**HOW TO COMPLETE THIS TASK:**
Lines of the data that contain the word "position" are the ones to copy.

Stored data:
_ _ _
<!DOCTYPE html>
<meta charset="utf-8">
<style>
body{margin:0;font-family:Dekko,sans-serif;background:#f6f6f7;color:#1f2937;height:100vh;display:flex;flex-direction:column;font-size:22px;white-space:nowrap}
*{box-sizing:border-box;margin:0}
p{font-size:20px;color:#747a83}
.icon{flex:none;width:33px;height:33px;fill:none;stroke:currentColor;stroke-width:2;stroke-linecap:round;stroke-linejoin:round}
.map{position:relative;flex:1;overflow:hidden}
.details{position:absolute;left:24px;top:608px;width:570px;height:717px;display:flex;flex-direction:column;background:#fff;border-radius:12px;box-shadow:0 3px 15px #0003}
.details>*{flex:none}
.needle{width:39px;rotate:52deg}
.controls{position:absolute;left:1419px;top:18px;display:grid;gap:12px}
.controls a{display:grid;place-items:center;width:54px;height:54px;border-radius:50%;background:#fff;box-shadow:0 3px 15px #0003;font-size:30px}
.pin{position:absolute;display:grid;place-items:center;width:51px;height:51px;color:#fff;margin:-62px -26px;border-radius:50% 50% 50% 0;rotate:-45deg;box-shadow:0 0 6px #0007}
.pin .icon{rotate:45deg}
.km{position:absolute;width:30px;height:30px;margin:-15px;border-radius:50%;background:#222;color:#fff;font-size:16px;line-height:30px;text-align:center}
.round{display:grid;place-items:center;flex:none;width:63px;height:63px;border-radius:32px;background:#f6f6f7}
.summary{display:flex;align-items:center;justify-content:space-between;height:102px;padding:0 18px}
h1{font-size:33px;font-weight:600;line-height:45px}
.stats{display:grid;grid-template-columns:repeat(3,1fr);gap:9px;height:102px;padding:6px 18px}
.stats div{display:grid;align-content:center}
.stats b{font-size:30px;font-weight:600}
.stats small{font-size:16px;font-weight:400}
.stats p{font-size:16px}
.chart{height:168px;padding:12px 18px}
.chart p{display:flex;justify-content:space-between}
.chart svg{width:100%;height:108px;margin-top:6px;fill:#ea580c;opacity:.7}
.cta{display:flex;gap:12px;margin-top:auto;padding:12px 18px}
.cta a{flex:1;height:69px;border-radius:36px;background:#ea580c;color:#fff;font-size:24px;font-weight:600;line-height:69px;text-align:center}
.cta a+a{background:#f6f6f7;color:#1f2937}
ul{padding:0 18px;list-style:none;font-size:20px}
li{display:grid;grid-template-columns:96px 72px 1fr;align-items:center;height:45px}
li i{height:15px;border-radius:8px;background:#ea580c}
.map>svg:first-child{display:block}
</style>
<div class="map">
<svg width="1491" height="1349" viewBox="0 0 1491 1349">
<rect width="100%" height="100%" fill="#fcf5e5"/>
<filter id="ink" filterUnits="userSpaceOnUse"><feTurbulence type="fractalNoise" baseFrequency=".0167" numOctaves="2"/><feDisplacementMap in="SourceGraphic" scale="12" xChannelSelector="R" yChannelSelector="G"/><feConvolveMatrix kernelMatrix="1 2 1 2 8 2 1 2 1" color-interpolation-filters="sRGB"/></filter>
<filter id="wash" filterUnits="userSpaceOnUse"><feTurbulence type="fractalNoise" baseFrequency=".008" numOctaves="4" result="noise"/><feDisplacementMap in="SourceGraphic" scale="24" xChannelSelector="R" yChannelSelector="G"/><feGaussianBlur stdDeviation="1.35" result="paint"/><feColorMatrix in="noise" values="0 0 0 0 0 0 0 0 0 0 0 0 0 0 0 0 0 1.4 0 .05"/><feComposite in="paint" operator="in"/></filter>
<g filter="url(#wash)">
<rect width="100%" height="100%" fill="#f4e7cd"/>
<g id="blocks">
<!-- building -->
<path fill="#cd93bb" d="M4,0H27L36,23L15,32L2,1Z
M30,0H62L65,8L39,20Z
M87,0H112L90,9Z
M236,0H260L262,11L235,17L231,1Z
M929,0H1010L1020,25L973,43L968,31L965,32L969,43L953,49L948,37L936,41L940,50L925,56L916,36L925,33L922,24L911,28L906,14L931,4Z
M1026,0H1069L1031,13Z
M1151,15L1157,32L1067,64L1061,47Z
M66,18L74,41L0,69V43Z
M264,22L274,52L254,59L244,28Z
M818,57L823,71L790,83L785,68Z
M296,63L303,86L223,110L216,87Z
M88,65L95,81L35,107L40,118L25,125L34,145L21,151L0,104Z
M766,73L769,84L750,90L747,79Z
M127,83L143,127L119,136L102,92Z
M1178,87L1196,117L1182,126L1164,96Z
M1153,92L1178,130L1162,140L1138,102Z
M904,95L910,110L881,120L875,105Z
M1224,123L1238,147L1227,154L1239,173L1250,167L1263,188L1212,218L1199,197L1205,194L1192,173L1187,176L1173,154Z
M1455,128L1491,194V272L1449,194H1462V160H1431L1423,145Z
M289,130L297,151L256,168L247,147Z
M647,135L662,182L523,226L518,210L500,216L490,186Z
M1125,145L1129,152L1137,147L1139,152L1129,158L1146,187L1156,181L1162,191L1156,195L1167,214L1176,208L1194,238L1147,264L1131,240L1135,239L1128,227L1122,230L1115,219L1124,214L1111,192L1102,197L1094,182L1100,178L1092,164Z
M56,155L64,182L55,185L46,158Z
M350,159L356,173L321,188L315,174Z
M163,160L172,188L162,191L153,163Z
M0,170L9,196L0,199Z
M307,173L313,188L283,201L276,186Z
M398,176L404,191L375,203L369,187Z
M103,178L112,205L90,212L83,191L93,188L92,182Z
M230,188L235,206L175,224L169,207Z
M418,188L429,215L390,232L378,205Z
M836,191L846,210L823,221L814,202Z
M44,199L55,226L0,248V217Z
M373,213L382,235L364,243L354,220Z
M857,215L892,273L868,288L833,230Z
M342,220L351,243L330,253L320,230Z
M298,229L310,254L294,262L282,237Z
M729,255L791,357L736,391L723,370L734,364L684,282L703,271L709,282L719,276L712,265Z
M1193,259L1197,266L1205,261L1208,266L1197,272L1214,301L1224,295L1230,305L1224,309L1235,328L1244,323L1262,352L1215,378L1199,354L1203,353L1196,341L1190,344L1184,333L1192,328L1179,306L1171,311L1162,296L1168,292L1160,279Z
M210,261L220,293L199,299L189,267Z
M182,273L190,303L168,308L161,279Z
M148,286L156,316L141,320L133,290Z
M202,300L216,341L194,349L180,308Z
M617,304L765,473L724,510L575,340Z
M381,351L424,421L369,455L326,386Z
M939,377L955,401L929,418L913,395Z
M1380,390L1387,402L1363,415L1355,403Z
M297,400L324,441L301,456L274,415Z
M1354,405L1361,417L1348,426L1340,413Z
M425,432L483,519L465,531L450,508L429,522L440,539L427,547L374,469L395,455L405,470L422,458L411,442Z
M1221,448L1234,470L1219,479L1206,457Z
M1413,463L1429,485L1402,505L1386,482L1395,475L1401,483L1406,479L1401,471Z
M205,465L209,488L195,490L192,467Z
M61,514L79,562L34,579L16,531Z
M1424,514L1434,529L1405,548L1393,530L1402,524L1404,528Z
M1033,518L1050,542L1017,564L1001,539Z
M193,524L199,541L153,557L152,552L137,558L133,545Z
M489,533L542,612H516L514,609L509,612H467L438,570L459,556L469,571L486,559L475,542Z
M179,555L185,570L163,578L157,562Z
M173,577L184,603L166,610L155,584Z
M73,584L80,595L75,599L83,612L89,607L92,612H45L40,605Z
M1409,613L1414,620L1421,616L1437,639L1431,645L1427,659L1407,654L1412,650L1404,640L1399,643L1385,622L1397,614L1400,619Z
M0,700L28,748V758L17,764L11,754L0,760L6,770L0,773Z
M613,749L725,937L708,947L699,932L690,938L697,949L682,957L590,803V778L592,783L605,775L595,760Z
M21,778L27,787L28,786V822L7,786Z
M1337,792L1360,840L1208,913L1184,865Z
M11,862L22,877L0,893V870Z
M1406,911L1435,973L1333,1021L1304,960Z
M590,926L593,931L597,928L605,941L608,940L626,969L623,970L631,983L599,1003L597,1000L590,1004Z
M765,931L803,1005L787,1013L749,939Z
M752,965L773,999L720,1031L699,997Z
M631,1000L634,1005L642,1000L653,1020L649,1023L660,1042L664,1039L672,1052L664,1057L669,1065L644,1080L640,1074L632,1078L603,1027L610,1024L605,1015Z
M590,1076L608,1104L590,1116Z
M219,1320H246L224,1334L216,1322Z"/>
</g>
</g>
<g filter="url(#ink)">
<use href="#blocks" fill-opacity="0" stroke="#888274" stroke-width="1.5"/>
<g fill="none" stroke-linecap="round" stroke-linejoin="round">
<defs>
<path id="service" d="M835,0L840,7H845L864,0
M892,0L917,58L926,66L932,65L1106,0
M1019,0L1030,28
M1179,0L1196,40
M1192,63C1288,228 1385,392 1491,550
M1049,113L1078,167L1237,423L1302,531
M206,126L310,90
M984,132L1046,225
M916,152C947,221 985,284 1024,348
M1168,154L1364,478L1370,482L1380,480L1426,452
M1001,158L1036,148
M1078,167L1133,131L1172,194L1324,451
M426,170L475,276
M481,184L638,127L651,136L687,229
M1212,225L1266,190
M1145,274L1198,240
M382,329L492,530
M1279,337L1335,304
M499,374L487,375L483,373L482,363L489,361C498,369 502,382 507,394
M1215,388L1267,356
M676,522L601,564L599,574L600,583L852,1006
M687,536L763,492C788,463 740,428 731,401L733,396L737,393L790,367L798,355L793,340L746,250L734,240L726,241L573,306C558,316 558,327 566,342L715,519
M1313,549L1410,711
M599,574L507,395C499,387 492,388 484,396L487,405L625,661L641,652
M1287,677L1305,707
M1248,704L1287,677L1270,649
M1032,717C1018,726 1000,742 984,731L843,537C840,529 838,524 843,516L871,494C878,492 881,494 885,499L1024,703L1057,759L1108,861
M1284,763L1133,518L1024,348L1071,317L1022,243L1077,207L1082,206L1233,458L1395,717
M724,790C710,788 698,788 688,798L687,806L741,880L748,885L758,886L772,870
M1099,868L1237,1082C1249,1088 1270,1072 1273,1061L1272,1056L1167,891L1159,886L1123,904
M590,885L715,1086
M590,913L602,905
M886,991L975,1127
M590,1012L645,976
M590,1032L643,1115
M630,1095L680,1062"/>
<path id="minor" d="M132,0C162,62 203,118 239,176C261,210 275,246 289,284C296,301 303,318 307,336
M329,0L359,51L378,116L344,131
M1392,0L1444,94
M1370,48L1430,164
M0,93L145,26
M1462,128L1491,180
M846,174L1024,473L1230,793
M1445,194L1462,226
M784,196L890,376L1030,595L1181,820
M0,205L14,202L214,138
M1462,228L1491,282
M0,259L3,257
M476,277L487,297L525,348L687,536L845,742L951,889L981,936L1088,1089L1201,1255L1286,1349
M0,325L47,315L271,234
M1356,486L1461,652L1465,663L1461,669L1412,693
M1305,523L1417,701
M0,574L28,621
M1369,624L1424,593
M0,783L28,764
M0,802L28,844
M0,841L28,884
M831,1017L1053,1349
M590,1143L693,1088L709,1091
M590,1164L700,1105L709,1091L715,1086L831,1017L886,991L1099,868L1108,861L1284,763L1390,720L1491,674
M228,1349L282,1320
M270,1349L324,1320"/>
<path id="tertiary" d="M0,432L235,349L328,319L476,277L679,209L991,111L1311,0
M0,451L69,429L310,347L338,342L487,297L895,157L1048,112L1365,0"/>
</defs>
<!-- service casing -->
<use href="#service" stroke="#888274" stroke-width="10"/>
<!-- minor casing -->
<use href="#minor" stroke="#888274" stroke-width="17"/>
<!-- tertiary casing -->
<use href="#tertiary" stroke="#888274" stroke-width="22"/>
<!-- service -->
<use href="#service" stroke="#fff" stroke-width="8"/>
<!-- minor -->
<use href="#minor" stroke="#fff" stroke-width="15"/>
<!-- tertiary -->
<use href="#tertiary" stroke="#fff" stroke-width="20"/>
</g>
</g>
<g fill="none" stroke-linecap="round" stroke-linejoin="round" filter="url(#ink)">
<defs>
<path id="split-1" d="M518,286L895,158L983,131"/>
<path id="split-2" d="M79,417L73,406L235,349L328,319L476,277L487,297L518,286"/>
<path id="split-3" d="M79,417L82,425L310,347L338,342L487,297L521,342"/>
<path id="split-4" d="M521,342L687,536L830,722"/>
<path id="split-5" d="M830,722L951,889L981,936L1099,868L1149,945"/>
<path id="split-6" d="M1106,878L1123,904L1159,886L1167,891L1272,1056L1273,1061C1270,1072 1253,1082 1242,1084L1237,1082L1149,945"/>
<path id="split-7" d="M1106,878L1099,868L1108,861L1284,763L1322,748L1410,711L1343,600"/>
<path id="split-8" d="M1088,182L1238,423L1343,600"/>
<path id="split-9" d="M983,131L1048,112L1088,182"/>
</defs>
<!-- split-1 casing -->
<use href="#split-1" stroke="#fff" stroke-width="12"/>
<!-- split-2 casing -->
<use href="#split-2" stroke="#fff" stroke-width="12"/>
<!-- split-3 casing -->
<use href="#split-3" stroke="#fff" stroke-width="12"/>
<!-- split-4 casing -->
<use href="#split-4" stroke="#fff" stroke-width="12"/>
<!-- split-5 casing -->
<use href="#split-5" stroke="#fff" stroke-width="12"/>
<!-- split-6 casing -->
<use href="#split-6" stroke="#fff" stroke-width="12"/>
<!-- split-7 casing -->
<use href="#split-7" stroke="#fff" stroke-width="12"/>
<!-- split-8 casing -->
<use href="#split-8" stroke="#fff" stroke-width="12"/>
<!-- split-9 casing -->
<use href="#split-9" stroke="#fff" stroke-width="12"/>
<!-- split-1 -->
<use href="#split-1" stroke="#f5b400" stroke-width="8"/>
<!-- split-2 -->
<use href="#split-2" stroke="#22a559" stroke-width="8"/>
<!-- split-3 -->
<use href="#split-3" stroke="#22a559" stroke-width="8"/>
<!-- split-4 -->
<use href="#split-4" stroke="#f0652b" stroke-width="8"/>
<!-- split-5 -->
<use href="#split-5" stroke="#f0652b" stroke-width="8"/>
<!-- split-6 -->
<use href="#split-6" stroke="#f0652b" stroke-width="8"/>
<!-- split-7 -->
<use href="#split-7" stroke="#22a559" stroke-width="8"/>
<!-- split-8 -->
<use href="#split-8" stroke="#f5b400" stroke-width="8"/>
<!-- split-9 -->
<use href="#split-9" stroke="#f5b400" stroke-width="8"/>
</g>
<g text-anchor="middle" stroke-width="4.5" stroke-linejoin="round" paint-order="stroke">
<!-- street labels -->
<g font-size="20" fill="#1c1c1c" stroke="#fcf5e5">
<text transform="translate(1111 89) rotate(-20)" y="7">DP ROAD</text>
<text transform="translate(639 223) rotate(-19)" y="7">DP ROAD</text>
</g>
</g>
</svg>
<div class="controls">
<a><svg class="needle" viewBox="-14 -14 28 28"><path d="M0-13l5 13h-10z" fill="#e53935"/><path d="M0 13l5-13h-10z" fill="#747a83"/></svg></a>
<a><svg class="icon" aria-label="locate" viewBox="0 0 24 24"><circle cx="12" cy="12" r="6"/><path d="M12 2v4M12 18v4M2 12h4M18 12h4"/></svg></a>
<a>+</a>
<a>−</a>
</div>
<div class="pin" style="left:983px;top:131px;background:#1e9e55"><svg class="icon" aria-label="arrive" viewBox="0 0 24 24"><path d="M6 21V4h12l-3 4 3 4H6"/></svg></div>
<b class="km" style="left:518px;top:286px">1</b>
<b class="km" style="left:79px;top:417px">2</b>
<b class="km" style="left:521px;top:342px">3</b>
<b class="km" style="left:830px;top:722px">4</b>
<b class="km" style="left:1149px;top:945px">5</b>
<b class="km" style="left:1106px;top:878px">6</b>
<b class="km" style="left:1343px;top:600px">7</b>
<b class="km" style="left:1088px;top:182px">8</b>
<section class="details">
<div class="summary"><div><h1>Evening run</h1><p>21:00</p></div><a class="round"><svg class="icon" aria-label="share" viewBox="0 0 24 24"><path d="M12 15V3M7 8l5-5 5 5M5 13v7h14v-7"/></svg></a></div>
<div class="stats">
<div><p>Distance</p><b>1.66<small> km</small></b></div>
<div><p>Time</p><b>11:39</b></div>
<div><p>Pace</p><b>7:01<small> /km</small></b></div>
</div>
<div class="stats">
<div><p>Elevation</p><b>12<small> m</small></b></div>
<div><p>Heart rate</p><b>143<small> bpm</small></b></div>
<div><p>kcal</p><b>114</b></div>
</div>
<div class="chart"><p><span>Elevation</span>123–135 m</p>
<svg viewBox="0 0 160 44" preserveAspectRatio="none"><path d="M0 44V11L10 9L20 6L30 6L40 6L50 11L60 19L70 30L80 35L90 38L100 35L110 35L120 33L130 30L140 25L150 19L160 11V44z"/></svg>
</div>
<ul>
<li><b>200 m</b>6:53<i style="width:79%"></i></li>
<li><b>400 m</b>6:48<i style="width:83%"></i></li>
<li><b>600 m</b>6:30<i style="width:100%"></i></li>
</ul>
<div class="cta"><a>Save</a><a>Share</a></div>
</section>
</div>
_ _ _
**SOLUTION FOR THIS TASK:**
.map{position:relative;flex:1;overflow:hidden}
.details{position:absolute;left:24px;top:608px;width:570px;height:717px;display:flex;flex-direction:column;background:#fff;border-radius:12px;box-shadow:0 3px 15px #0003}
.controls{position:absolute;left:1419px;top:18px;display:grid;gap:12px}
.pin{position:absolute;display:grid;place-items:center;width:51px;height:51px;color:#fff;margin:-62px -26px;border-radius:50% 50% 50% 0;rotate:-45deg;box-shadow:0 0 6px #0007}
.km{position:absolute;width:30px;height:30px;margin:-15px;border-radius:50%;background:#222;color:#fff;font-size:16px;line-height:30px;text-align:center}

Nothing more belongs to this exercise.